Excerpts from a dataset
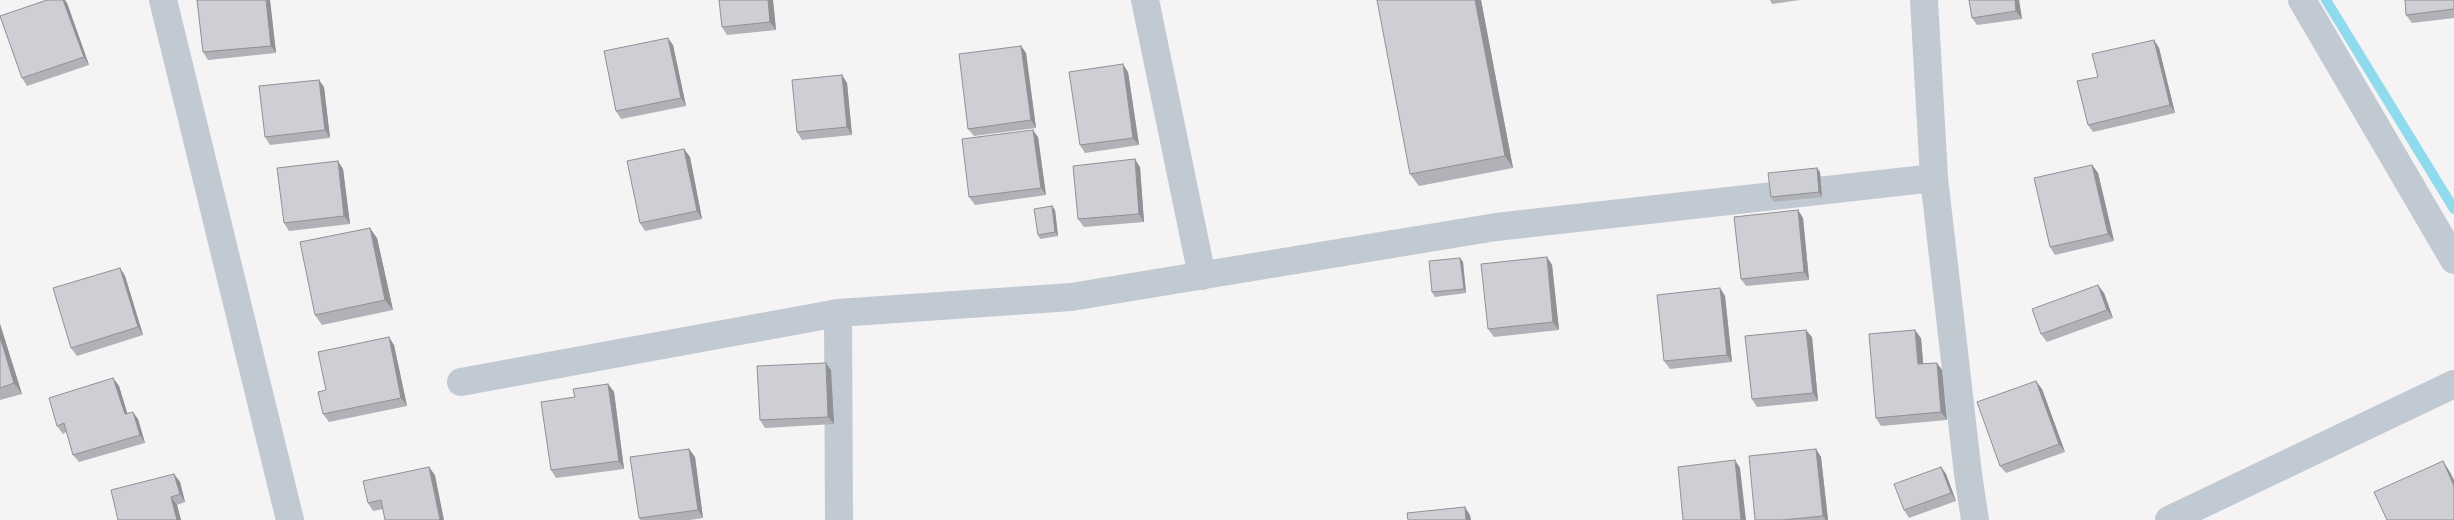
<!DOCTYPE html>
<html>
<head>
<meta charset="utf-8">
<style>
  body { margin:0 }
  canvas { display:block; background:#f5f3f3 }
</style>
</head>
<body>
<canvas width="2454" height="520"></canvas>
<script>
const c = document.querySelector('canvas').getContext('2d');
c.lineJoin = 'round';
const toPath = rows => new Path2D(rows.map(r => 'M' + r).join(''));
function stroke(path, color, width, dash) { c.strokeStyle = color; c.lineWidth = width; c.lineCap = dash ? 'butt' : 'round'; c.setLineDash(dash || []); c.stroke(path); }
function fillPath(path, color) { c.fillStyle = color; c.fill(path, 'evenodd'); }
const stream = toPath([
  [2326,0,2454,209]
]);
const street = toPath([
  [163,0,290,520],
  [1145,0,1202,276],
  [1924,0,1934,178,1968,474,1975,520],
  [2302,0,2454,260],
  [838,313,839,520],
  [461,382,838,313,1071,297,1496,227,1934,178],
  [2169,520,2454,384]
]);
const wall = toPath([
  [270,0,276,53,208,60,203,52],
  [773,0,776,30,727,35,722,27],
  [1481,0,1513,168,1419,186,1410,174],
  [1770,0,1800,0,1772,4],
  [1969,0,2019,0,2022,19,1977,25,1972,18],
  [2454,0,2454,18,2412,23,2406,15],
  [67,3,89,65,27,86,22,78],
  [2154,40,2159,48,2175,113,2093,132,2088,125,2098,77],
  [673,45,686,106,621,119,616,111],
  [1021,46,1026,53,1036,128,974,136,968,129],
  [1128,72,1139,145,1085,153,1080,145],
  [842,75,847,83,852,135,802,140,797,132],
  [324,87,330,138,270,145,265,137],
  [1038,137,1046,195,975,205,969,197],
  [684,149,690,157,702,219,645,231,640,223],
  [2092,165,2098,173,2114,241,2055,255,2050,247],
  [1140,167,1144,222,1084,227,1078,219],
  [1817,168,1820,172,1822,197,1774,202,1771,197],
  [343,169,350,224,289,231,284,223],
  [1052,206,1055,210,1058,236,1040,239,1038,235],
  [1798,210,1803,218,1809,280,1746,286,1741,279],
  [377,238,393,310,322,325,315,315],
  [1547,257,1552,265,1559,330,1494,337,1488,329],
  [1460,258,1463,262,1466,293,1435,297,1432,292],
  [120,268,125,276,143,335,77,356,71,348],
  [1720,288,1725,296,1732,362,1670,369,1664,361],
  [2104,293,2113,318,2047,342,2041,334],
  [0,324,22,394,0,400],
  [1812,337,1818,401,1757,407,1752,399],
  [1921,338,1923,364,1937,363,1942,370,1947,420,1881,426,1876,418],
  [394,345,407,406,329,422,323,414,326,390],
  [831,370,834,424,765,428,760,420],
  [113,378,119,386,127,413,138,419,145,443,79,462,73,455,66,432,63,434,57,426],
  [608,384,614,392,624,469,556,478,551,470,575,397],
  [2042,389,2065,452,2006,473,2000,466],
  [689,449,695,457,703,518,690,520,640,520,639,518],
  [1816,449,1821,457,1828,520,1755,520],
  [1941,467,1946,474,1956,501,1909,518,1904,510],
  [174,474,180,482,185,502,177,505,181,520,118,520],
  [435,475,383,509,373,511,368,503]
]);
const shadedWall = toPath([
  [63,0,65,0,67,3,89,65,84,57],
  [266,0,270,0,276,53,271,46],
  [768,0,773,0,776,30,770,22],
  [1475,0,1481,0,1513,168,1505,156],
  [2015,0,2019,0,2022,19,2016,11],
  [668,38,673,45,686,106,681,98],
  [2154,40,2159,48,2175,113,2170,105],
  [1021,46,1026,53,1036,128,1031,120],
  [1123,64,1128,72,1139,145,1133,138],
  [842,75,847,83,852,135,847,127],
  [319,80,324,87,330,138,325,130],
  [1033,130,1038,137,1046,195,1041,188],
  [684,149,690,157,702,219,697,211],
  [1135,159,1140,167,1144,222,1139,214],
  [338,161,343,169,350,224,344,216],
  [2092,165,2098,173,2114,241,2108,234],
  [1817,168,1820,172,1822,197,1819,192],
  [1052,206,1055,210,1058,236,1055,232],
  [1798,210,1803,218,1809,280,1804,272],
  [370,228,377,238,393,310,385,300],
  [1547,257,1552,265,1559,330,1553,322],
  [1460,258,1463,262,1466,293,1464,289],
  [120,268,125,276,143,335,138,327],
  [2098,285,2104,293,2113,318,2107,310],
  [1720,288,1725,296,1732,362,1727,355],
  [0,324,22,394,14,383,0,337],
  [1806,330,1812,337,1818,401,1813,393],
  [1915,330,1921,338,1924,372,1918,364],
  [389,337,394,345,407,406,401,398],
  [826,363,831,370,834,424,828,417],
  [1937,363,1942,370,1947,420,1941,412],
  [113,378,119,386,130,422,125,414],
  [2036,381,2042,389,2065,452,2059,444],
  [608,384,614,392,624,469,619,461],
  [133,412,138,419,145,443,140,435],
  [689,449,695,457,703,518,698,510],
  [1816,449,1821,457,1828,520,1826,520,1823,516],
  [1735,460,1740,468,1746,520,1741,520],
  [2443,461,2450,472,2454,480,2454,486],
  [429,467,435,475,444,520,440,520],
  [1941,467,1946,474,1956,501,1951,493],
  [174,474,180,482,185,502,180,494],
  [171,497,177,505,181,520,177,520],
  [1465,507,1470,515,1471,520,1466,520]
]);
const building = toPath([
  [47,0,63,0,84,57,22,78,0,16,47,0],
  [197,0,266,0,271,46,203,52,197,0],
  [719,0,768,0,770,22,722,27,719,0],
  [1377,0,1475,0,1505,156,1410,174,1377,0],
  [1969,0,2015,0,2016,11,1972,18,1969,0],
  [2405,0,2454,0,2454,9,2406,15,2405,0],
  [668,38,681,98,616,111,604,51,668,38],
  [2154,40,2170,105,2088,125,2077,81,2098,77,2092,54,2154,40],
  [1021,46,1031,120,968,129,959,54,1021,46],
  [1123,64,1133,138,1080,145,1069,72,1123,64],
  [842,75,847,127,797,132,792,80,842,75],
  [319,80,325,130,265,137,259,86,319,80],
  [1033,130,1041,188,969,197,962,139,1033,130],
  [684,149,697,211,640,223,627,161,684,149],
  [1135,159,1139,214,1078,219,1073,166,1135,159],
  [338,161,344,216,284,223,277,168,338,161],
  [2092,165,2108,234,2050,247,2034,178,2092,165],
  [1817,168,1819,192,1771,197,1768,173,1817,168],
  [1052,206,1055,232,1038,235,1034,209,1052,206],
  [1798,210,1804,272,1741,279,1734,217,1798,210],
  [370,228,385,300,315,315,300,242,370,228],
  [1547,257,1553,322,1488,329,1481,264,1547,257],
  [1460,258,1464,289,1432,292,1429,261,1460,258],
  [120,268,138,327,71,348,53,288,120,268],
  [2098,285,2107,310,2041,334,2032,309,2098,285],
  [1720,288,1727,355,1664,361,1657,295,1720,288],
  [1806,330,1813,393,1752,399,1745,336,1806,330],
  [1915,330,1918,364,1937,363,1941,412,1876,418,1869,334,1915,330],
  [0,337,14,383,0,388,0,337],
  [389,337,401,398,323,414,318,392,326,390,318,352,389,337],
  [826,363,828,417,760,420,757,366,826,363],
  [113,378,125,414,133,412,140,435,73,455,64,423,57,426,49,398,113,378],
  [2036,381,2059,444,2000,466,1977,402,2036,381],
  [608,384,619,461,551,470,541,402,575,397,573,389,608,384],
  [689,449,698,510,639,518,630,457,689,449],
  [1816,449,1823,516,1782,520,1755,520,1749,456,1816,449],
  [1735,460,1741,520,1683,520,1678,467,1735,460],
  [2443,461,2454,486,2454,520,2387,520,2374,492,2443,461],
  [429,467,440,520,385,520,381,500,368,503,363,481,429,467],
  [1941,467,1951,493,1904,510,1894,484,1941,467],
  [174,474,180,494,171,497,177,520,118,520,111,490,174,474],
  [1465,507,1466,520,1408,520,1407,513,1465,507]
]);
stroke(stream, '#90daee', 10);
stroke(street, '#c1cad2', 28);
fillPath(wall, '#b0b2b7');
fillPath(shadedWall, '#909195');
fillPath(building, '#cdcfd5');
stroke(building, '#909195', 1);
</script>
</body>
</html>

* [Exercise aim]
Without the pictures, copy the entries from their first line through the line containing "c.lineJoin = 'round';", and only those lines.

* [Written solution]
<!DOCTYPE html>
<html>
<head>
<meta charset="utf-8">
<style>
  body { margin:0 }
  canvas { display:block; background:#f5f3f3 }
</style>
</head>
<body>
<canvas width="2454" height="520"></canvas>
<script>
const c = document.querySelector('canvas').getContext('2d');
c.lineJoin = 'round';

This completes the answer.